[Stored data]
■ ■ ■ ■ ■
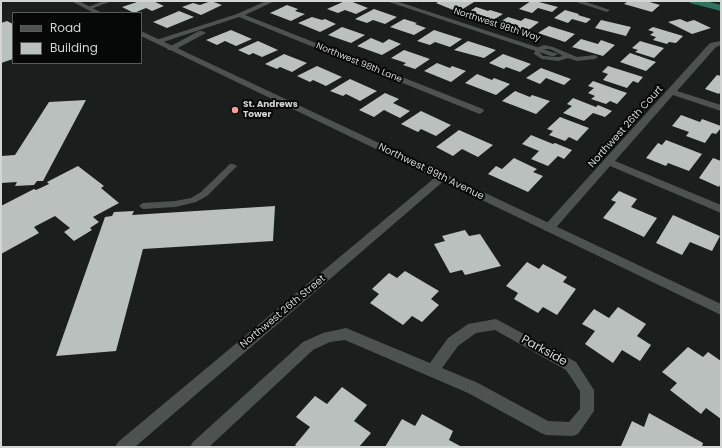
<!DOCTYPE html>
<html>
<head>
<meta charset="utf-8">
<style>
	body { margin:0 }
	#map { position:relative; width:722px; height:448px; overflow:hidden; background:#1a1f1d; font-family:Poppins,sans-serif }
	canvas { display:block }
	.frame { position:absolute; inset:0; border:2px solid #d1d5d3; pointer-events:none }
	.legend { position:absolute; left:12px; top:12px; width:130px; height:52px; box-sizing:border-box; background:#060808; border:1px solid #575a59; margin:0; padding:5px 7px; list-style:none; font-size:12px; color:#d1d5d3 }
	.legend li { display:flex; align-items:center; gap:8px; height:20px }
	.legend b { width:20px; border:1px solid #575a59 }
</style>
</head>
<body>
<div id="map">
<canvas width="722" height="448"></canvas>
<div class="frame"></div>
<ul class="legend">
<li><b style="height:5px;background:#4c5250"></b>Road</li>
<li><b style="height:11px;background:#b9c0be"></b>Building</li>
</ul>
</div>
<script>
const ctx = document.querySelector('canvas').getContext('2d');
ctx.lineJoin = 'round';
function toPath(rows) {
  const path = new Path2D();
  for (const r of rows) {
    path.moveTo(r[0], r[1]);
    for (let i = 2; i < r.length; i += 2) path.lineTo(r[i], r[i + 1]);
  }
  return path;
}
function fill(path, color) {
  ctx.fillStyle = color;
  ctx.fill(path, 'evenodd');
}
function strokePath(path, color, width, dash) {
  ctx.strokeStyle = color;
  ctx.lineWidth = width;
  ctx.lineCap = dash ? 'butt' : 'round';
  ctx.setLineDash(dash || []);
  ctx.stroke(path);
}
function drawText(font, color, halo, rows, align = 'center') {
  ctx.font = font + ' Poppins,sans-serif';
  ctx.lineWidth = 4;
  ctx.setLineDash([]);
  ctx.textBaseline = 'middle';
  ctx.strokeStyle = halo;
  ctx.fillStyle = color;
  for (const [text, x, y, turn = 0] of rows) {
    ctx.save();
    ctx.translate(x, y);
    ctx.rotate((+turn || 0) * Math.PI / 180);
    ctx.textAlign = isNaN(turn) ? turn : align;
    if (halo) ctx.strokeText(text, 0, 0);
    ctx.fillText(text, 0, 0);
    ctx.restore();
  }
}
const canal = toPath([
	[689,1,706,1,721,5,721,11,690,3,689,1]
]);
const building = toPath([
	[140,1,153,1,164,6,152,11,146,8,134,13,122,7],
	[211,1,222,5,201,15,182,7,193,3,200,5],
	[345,1,350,1,368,8,356,14,345,10,338,13,327,9],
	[440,1,470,1,474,2,458,12,436,3],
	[531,1,535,1,558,7,552,12,538,8,532,13,519,9],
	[628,1,646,1,660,5,652,12,624,4],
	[287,5,298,9,295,11,305,14,291,21,270,13],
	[476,7,488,11,490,10,503,14,490,22,467,13],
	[374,9,397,17,385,24,373,20,367,23,355,19],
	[565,10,579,14,578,15,591,19,586,23,572,19,568,23,554,18],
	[179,11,194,17,167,28,153,22],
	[312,17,322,20,325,19,336,24,320,32,298,23],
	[508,17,521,21,525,18,539,22,526,32,498,23],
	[404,19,417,23,415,24,426,28,414,35,390,27],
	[680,19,687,22,694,20,711,28,692,34,668,22],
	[601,20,631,27,626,36,595,28],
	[7,21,13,24,13,59,1,63,1,23],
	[549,26,575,34,565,42,538,33],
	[342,27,365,35,351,43,328,35],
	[653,27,683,36,676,43,669,42,667,44,653,40,656,37,650,35,654,32,648,30],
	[231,30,252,39,236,46,225,41,217,45,206,40],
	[434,30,462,39,450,47,435,42,430,45,417,41],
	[371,38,383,43,389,39,401,44,382,55,357,46],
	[581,39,598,44,601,40,615,45,603,56,572,47],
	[258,41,278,50,262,57,253,53,249,55,238,50],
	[468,41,496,50,484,58,454,50],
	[640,41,664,48,654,58,635,52,638,50,632,48],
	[404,50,430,59,415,69,403,65,406,63,391,58],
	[630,53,656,62,646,71,620,62],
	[284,54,307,63,292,72,280,67,277,69,265,64],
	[503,54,531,64,520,72,506,67,504,69,489,63],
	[437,63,450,68,452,66,466,71,451,82,424,71],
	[317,66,342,77,326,86,313,80,310,82,297,76],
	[608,66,643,77,638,83,633,81,627,88,603,80,608,74,602,72],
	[541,68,571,79,564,85,546,78,540,84,526,78],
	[477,74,492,80,494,78,510,84,496,95,465,83],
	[717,75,721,76,721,91,719,94,705,89],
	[350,79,377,91,360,101,346,94,343,96,330,91],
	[593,81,627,93,617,104,610,101,606,104,591,99,595,96,588,93,594,88,588,86],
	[515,91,530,97,532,95,550,101,536,114,502,101],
	[385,93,399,99,393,103,410,111,400,118,384,110,374,117,359,110],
	[573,98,596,107,598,105,612,111,605,117,593,113,584,121,563,113,572,106,567,104],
	[86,100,43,181,37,181,34,185,15,186,17,182,1,183,1,156,15,155,49,102],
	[421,111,451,125,436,136,421,129,418,132,401,124],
	[681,115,700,122,702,119,721,126,721,128,716,134,712,133,705,143,686,136,689,132,672,126],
	[560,117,589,128,577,141,569,137,565,141,549,135,553,131,547,129],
	[459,130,493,145,478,157,462,149,453,156,436,147],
	[531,135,553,144,555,143,572,150,564,159,558,156,548,166,531,159,539,151,522,144],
	[666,140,702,154,689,171,668,163,666,166,646,158,658,143,662,145],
	[514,158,537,169,533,172,543,176,528,192,488,174,496,166,502,169],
	[713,158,721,161,721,183,719,187,699,178],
	[78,166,104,186,101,188,119,203,93,217,99,222,90,228,92,230,74,241,64,232,70,228,55,216,34,227,39,233,1,254,1,206,34,189,36,190,49,184,47,182],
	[619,191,637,199,631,207,657,218,644,237,603,218,616,202,611,200],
	[275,206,273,241,143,249,116,351,56,356,105,217,112,216,114,212,134,211,132,215],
	[673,215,720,236,712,251,690,242,682,255,656,243],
	[465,230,469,236,480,234,501,266,465,275,462,270,450,273,434,244,445,241,442,236],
	[527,262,539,269,543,264,567,277,563,282,576,289,557,315,543,307,538,313,514,299,518,293,506,286],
	[405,271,439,291,431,299,439,305,422,322,412,316,403,325,370,303,379,294,372,289,389,273,397,278],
	[618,307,646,324,637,336,651,345,640,361,622,350,613,363,585,344,595,331,582,324,594,309,609,318],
	[688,347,703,357,708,352,721,361,721,419,706,408,701,414,670,390,677,383,662,372],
	[342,387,367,405,354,421,371,433,359,447,341,447,339,446,337,447,298,447,295,445,310,427,296,417,315,396,327,404],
	[649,413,703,443,702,447,621,446,632,421,644,427],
	[422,414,453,431,449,440,462,447,385,447,402,419,415,426]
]);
const service = toPath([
	[544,45,553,47,577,57,595,55,598,57,595,59,577,61,568,58,558,61,542,59,534,54,536,48,544,45],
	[544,49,550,49,563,56,558,57,543,56,540,53,541,50,544,49],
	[230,164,233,164,237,166,207,196,196,202,175,207,143,209,139,206,143,203,175,201,191,198,201,192,230,164]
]);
const minor = toPath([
	[103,1,112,1,91,9,86,8,103,1],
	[266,1,275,1,245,15,483,109,484,111,480,114,477,113,239,17,160,43,157,43,153,41,237,14,266,1],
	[386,1,396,1,558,54,554,56,551,56,386,1],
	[573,1,583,1,610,10,607,12,573,1],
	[199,31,202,31,206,33,174,50,168,50,167,48,199,31],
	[721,41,721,45,716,47,677,91,721,105,721,111,673,95,615,161,721,205,721,213,610,166,553,231,545,231,543,228,545,225,710,43,721,41],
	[442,174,447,177,446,179,135,447,115,447,118,442,438,175,442,174],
	[496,319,576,362,594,390,594,411,578,434,573,436,546,435,541,433,468,393,345,340,330,342,313,350,209,447,190,447,193,442,303,342,323,333,346,328,430,363,448,338,468,324,496,319],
	[495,330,566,370,580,391,580,409,569,422,548,421,478,383,442,368,458,346,476,333,495,330]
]);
const tertiary = toPath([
	[71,1,79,1,102,13,94,13,71,1],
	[141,31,721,304,721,315,141,36,141,31]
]);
const markers = [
	[235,110,4,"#f59c96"]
];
const farStreetnames = [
	["Northwest 98th Way",497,25,18],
	["Northwest 98th Lane",359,63,22]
];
const farPoinames = [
	["St. Andrews",243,105],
	["Tower",243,115]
];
const streetNames = [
	["Northwest 26th Court",626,127,-48],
	["Northwest 99th Avenue",431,172,26],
	["Northwest 26th Street",283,312,-40]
];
const nearStreetnames = [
	["Parkside",544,351,29]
];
fill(canal, '#307260');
fill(building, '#b9c0be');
fill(service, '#4c5250');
fill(minor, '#4c5250');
fill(tertiary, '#4c5250');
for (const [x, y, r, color] of markers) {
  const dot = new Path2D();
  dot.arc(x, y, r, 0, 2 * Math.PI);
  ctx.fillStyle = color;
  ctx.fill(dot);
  strokePath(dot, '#060808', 1.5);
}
drawText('9px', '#d1d5d3', '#060808', farStreetnames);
drawText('bold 9px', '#d1d5d3', '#060808', farPoinames, 'left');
drawText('10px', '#d1d5d3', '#060808', streetNames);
drawText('12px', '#d1d5d3', '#060808', nearStreetnames);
</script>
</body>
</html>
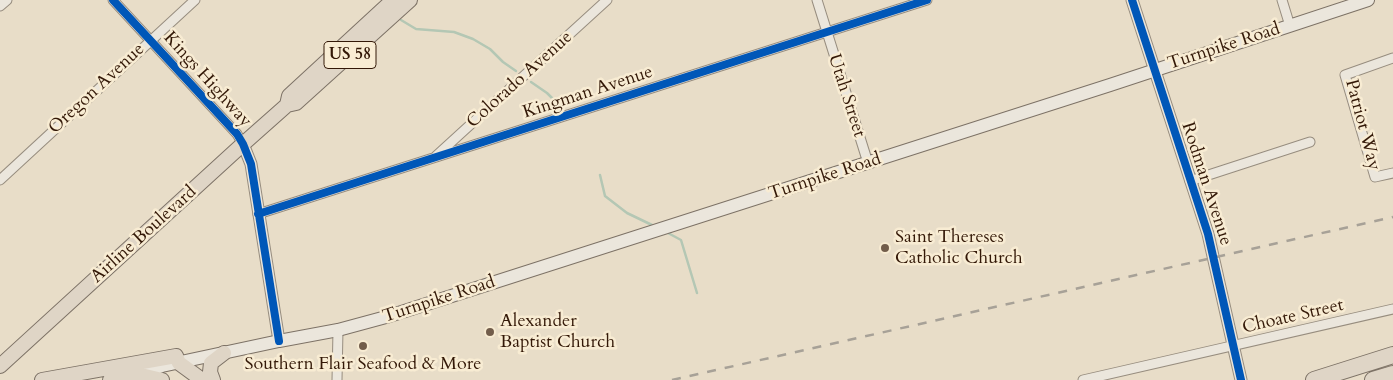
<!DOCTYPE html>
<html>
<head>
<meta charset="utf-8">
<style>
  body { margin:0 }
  canvas { display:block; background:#e8ddc8 }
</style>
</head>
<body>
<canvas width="1393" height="380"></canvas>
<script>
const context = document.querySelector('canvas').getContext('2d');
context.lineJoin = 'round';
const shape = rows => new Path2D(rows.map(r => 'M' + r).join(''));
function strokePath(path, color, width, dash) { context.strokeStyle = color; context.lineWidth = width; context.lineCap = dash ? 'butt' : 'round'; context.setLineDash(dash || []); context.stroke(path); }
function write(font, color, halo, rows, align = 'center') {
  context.font = font + ' Cardo,serif'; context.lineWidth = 5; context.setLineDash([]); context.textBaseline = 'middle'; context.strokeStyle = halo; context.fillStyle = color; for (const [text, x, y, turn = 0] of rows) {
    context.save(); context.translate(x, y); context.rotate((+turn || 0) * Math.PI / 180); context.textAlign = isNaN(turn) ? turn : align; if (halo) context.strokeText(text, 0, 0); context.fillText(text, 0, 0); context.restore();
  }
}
strokePath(shape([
  [401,20,416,29,454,32,473,39,490,49,503,62,516,71],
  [531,82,547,93,559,105],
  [600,175,605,196,627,213,652,225],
  [668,233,681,240,697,293]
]), '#b4c7b4', 2.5);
const minor = shape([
  [113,0,237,134,243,144],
  [817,0,868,163],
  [1282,0,1290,26],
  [0,6,7,0],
  [1393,58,1345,75,1375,177,1393,173],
  [436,156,607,0],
  [0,180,195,0],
  [1190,181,1310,142],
  [258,214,927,0],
  [337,380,338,330],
  [1083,380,1393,309]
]);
const tertiary = shape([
  [1132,0,1208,234,1241,380],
  [243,144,251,164,279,341]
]);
const secondary = shape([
  [135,375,162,366,279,341,338,330,386,317,1110,85,1368,0]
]);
const primary = shape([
  [287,105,289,96,393,0],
  [0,366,243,144,287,105,296,103,410,0],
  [42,380,176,356,179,363,202,380],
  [110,380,141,375,162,380],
  [213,380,210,372,211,363,224,353]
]);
const motorway = shape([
  [1314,380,1393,355],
  [1373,380,1393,374]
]);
strokePath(minor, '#978d7f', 11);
strokePath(tertiary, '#978d7f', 13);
strokePath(secondary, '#7d7266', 14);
strokePath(primary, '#7d7266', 16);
strokePath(motorway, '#7d7266', 18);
strokePath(minor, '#ebe6dc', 9);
strokePath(tertiary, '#ebe6dc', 11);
strokePath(secondary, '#ebe6dc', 12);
strokePath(primary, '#dfd5c6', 14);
strokePath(motorway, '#dfd5c6', 16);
strokePath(shape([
  [672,380,1393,217]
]), '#a7a197', 2.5, [9, 9]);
strokePath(shape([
  [113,0,237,134,243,144,251,164,279,341],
  [1132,0,1208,234,1241,380],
  [258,214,927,0]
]), '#0057b8', 8);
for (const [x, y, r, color] of [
  [885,248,5,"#725d4b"],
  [490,332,5,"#725d4b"],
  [363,346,5,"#725d4b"]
]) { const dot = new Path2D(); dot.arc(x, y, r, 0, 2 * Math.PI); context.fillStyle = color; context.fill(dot); strokePath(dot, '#f8ecd3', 2); }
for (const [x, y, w] of [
  [350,55,52]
]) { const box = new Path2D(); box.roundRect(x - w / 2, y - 13.5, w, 27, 4); context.fillStyle = '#f8ecd3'; context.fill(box); strokePath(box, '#331807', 1); }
write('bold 16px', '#331807', null, [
  ["US 58",350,55]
]);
write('18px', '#331807', '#f8ecd3', [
  ["Turnpike Road",1224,47,-18],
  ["Kings Highway",207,80,48],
  ["Colorado Avenue",520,80,-42],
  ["Oregon Avenue",97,89,-43],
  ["Kingman Avenue",588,93,-18],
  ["Utah Street",846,96,72],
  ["Patriot Way",1362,125,75],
  ["Turnpike Road",825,177,-18],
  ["Rodman Avenue",1206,184,72],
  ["Airline Boulevard",144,235,-42],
  ["Turnpike Road",439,300,-18],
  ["Choate Street",1293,317,-13]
]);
write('18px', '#331807', '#f8ecd3', [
  ["Saint Thereses",895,238],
  ["Catholic Church",895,259],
  ["Alexander",500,322],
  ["Baptist Church",500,343],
  ["Southern Flair Seafood & More",363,365,"center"]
], 'left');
</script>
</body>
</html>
■ ■ ■ ■ ■
About this task |
Find each line in the data above with the word "lineCap", then copy it.

Task answer |
  ctx.lineCap = dash ? 'butt' : 'round';
function strokePath(path, color, width, dash) { context.strokeStyle = color; context.lineWidth = width; context.lineCap = dash ? 'butt' : 'round'; context.setLineDash(dash || []); context.stroke(path); }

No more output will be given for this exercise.